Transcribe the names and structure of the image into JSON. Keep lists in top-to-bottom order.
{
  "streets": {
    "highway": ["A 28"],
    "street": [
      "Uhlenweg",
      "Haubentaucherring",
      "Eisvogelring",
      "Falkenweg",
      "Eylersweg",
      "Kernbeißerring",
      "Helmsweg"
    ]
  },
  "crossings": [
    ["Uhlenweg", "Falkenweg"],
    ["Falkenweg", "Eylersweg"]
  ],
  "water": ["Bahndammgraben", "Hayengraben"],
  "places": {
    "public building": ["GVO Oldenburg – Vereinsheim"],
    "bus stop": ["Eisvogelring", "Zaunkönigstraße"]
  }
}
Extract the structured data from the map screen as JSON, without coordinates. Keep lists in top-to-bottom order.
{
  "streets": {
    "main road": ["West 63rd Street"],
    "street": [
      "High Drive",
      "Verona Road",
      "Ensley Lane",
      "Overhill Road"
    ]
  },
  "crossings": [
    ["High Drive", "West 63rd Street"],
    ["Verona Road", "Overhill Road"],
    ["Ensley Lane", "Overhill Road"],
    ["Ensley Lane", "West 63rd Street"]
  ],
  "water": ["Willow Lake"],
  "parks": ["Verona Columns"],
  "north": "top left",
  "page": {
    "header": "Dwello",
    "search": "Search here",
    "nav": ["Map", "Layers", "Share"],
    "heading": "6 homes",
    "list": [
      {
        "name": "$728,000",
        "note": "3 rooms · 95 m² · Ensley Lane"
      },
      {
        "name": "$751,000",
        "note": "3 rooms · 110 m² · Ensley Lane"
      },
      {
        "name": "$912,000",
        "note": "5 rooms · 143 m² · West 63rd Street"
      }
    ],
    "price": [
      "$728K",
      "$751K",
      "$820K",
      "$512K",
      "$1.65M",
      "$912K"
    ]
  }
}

# # #

WORK REQUIRED ▸ Lines holding the word "bottom": say how many there are in the data, and nothing more.

SOLUTION TO THE EXERCISE ▸ 2